# tech question-  re:  YouTube



## JaniceM (Jun 6, 2017)

I have a blog on Weebly.  It occurred to me some posts could be improved by adding relevant videos from YouTube.  However, while the option is listed as 'media,' it's kinda complicated-  instead of asking for the 'share' option, and not the address in the address bar either, the info says to add the video url.  As this seems to be similar to what I encountered on this forum, can someone tell me where on YouTube this info is located?  Thanks


----------



## Granny B. (Jun 6, 2017)

I don't use Weebly, but here are a couple of links that explain how to embed Youtube videos on your blog.

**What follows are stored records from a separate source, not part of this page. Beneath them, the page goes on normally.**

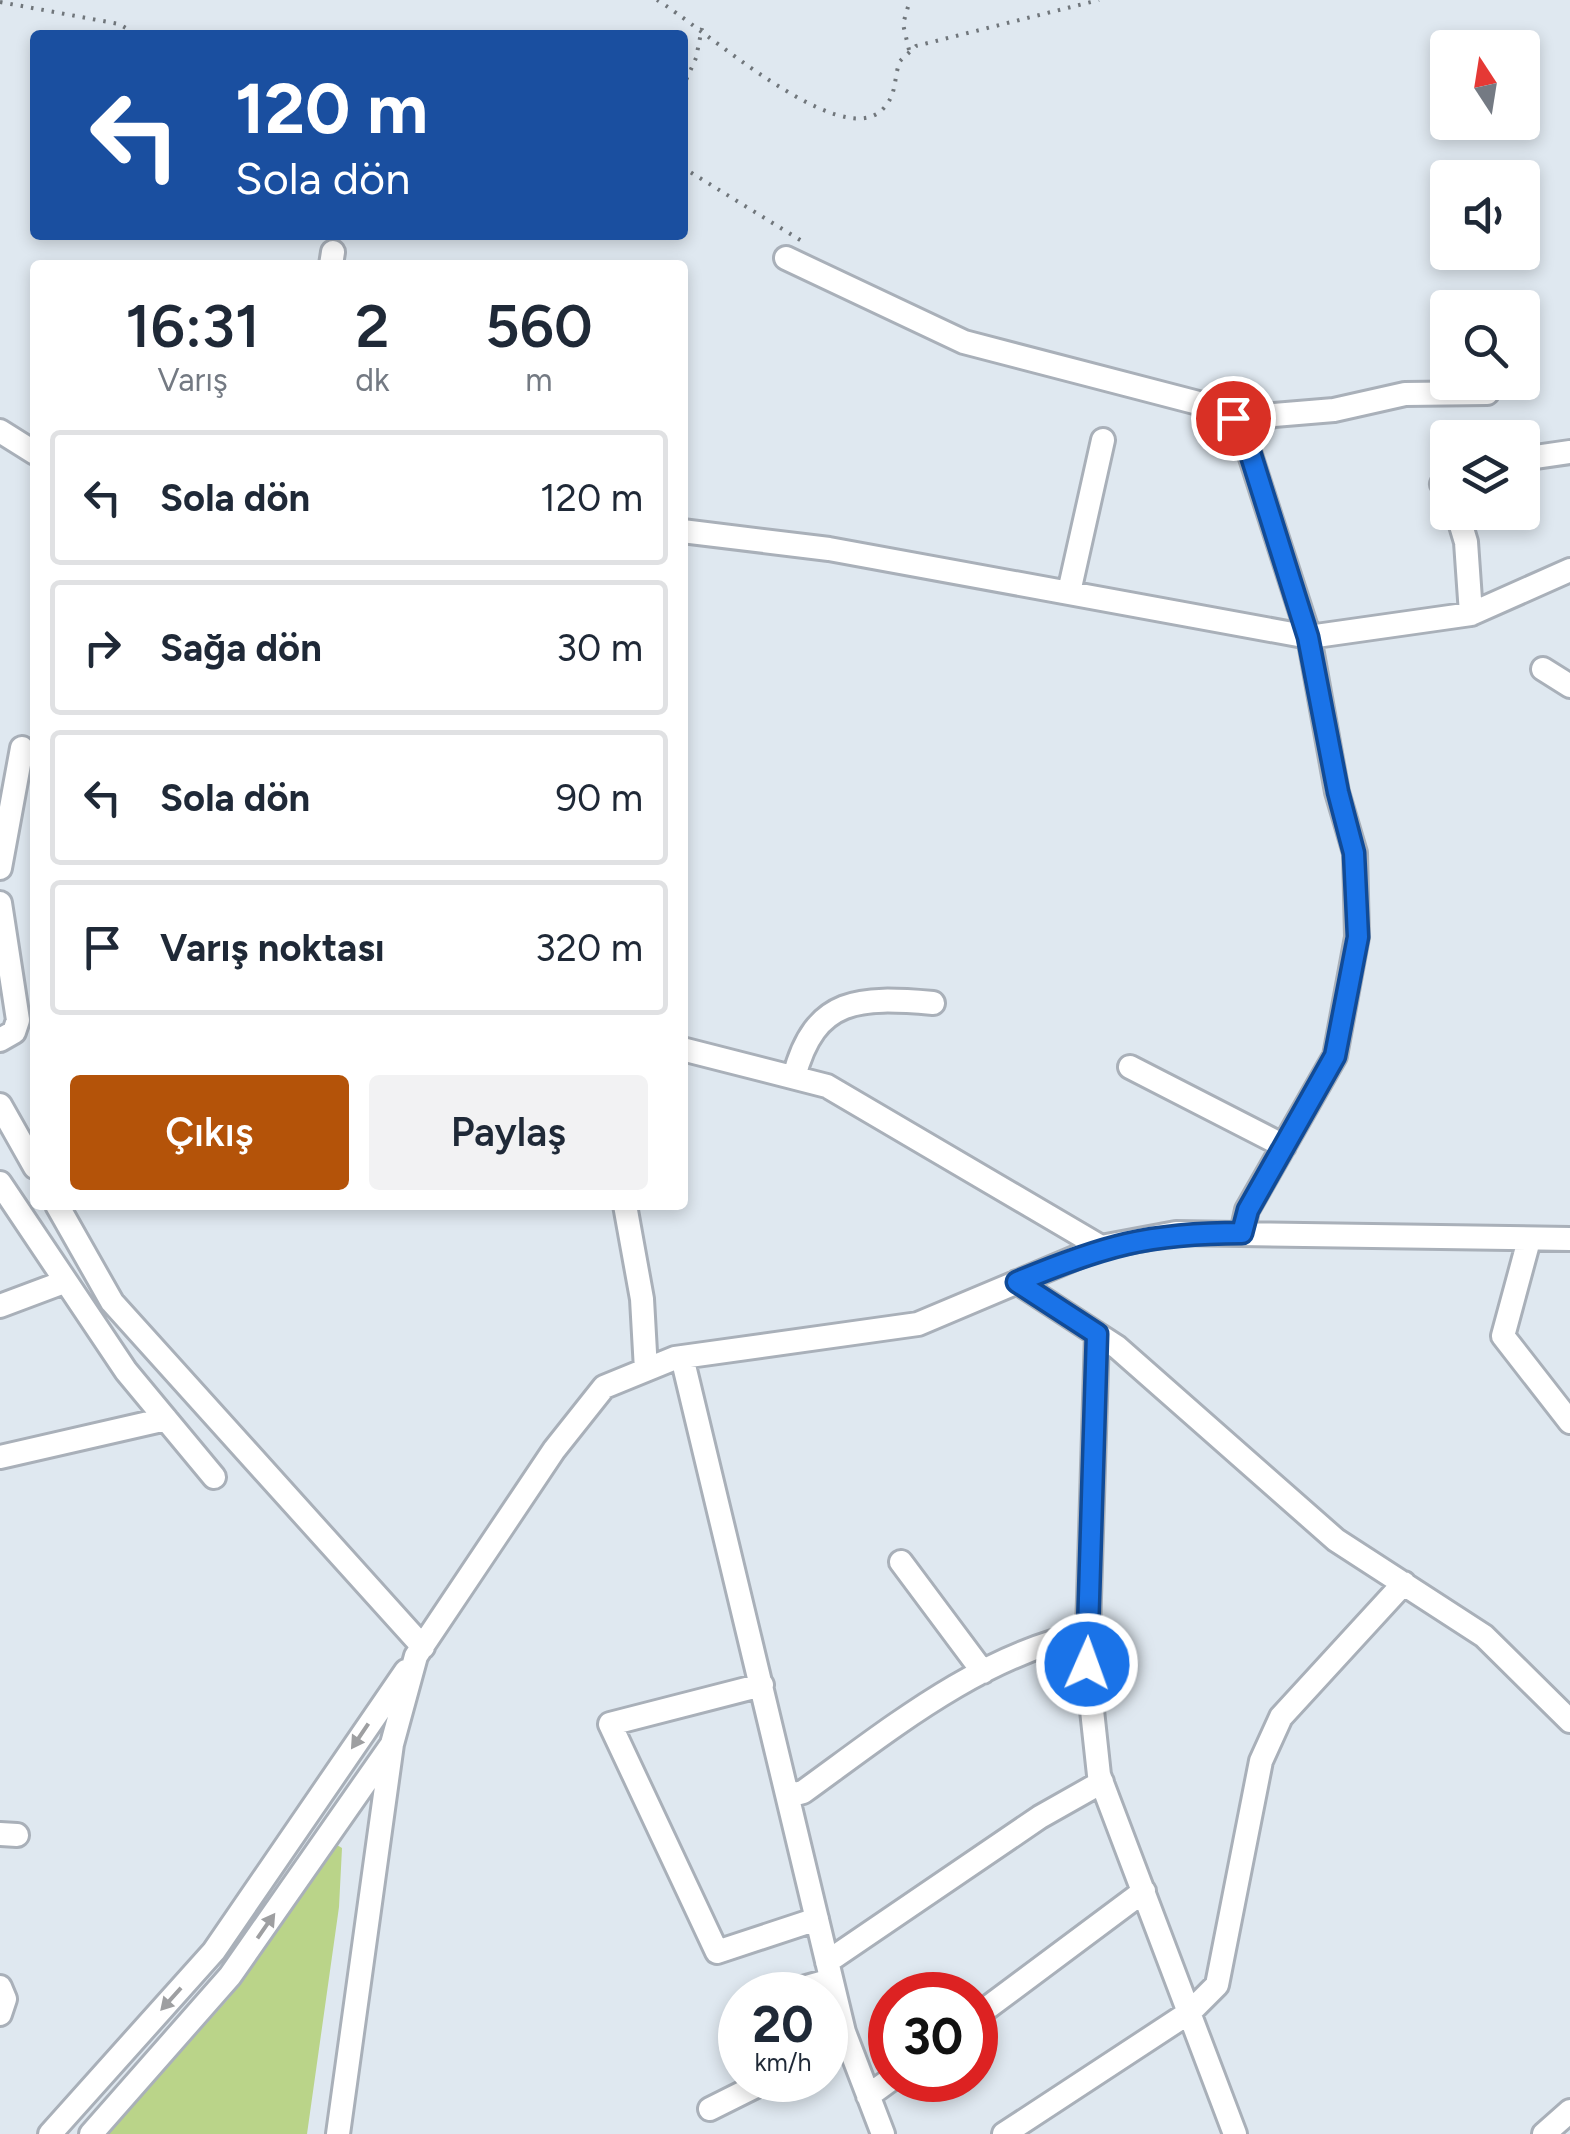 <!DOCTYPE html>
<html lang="tr">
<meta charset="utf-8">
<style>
body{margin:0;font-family:Figtree,sans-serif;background:#f2f2f3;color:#1f2937;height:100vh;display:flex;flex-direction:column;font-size:38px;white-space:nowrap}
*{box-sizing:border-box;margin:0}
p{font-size:32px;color:#747a83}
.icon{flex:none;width:55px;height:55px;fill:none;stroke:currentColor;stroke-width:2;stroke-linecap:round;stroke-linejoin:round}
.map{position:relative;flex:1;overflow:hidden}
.panel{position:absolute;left:30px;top:260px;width:658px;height:950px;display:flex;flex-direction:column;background:#fff;border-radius:10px;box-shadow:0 5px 15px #0003}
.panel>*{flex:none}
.guide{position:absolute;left:30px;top:30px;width:658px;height:210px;border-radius:10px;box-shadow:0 5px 15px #0003;background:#1a4fa0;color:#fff;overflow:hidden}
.needle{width:65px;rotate:348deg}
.fabs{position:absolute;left:1430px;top:30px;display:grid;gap:20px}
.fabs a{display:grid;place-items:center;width:110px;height:110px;border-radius:10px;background:#fff;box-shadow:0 5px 15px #0003;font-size:50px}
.speed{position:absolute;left:718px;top:1972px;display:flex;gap:20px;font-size:50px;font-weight:700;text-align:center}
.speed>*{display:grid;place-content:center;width:130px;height:130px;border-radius:50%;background:#fff;box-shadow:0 5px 15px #0003;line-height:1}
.speed small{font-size:25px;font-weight:400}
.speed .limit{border:15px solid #d22;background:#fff;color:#111}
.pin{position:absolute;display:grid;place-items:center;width:85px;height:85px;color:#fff;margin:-42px;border:5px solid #fff;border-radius:50%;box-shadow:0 2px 10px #0007}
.me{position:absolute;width:110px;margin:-55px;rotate:2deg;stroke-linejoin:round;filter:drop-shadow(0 0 8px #0008)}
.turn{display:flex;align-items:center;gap:35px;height:210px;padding:0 40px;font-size:45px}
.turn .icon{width:130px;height:130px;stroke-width:2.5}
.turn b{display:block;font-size:70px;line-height:85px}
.eta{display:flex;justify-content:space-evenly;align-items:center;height:170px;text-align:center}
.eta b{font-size:60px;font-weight:600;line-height:70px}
.cta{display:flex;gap:20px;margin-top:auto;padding:20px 40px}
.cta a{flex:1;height:115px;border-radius:10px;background:#b45309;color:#fff;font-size:40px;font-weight:600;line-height:115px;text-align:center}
.cta a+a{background:#f2f2f3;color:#1f2937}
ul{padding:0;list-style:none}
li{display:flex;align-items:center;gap:30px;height:135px;margin:0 20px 15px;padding:0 20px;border:5px solid #e0e1e3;border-radius:10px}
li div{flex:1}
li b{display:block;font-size:38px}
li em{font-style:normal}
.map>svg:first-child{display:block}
</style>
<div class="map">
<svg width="1570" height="2134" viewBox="0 0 1570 2134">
<rect width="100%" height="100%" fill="#dfe8f0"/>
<!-- green -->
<path fill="#bad489" d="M332 1842 342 1848 339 1907 307 2134H108L229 1998Z"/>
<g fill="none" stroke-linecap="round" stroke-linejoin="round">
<!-- minor casing -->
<g stroke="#a9b0b9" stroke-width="28">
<path id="minor" d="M786 258 964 342 1206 405 1241 427 1309 637 1337 792 1355 853 1357 937 1335 1056 1247 1210 1242 1233
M331 265 333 252
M1241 427 1274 415 1334 410 1405 394 1487 393
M0 431 35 453
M1522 459 1570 452
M1448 472 1442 484 1448 493
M1457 512 1466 542 1471 614
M682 531 829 549 1309 637 1471 614 1570 570
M1069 592 1103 440
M1543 669 1570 686
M0 868 22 748
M0 903 18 1020 14 1032 0 1040
M682 1049 827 1086 1101 1247
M1130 1067 1284 1146
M794 1077C815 996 860 997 933 1003
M0 1105 35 1167
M0 1183 126 1371 214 1477
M57 1205 112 1302 423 1647
M625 1205 642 1299 646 1370
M1529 1240 1503 1336 1570 1422
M1017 1282 1117 1347 1336 1540 1484 1636 1570 1721
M0 1306 64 1282
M1097 1334 1087 1664 1099 1775 1235 2134
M682 1357 844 2032 883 2134
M0 1457 166 1419
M901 1562 983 1672
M762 1685 610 1724 717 1952 817 1919
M788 1796 803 1792C889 1730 981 1654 1088 1633
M0 1834 17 1835
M827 1962 1040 1817 1102 1782
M0 1987 5 1999 0 2014
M778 1995 831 1980
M975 2017 1144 1891
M825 2055 849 2045
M868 2096 890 2080
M710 2109 768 2080
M50 2134 214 1951 406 1671
M91 2134 230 1976 390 1747
M338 2134 392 1744 416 1656 554 1450 604 1387 675 1358 918 1324 1101 1247 1176 1233 1570 1239
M1004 2134 1190 2012 1217 1985 1261 1761 1281 1717 1404 1583
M1544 2134 1570 2111"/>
</g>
<!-- path -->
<path stroke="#70767b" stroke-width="4" stroke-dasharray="2.5 8" stroke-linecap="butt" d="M657 0C700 25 838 152 882 110 898 94 893 79 900 61L916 46 1099 0
M0 2 119 24 138 35
M909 50 903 24 910 0
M682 89 696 58 702 28
M682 167 805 243"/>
<!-- minor -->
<use href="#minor" stroke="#fff" stroke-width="22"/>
</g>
<!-- one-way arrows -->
<defs><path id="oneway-solid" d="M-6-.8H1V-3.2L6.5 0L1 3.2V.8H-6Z" transform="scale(2.5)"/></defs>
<g fill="#9e9fa1">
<use href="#oneway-solid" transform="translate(360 1736) rotate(124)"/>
<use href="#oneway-solid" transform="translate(266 1926) rotate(-55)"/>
<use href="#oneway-solid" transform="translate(171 1999) rotate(132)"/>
</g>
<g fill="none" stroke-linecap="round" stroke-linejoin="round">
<!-- route casing -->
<g stroke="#114b97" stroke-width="25">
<path id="route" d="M1087 1664 1097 1334 1017 1282C1103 1246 1148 1233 1242 1233L1248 1210 1335 1056 1358 937 1354 853 1338 792 1308 637 1242 427 1233 418"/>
</g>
<!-- route -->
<use href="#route" stroke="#1a73e8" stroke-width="18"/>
</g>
</svg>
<div class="fabs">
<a><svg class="needle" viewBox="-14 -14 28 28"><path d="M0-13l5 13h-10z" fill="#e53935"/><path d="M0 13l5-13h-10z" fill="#747a83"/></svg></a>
<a><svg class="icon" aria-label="sound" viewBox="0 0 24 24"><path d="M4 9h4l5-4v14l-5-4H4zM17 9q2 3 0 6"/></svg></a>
<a><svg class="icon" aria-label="search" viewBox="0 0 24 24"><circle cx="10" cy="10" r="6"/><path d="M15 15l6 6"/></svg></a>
<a><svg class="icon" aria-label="layers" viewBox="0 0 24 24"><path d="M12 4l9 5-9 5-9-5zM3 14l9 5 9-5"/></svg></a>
</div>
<div class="speed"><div>20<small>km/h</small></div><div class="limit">30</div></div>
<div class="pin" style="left:1233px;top:418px;background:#d93025"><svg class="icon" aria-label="arrive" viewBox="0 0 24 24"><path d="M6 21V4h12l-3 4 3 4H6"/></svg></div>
<svg class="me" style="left:1087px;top:1664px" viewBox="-20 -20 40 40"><circle r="17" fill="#1a73e8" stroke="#fff" stroke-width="3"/><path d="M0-11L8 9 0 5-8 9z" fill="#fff"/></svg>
<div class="guide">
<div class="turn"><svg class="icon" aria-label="left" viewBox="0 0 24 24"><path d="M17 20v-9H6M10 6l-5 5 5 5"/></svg><div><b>120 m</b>Sola dön</div></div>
</div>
<section class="panel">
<div class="eta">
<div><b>16:31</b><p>Varış</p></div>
<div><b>2</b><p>dk</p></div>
<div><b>560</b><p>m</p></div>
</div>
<ul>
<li><svg class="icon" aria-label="left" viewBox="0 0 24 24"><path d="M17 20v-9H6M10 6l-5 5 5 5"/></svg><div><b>Sola dön</b></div><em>120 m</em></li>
<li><svg class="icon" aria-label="right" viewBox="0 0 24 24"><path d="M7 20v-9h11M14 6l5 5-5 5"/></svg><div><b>Sağa dön</b></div><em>30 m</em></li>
<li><svg class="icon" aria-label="left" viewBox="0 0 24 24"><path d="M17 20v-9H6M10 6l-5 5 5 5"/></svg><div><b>Sola dön</b></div><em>90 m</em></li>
<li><svg class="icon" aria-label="arrive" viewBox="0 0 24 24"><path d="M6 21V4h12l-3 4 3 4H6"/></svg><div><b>Varış noktası</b></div><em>320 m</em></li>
</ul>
<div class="cta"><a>Çıkış</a><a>Paylaş</a></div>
</section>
</div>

https://hc.weebly.com/hc/en-us/articles/201552746-Embed-Video-from-YouTube-Vimeo-and-Others

https://www.webnots.com/how-to-add-videos-in-weebly-site/

Hope they help.


----------



## JaniceM (Jun 6, 2017)

Granny B. said:


> I don't use Weebly, but here are a couple of links that explain how to embed Youtube videos on your blog.
> 
> https://hc.weebly.com/hc/en-us/articles/201552746-Embed-Video-from-YouTube-Vimeo-and-Others
> 
> ...



Thank you!  I'll check them out!


----------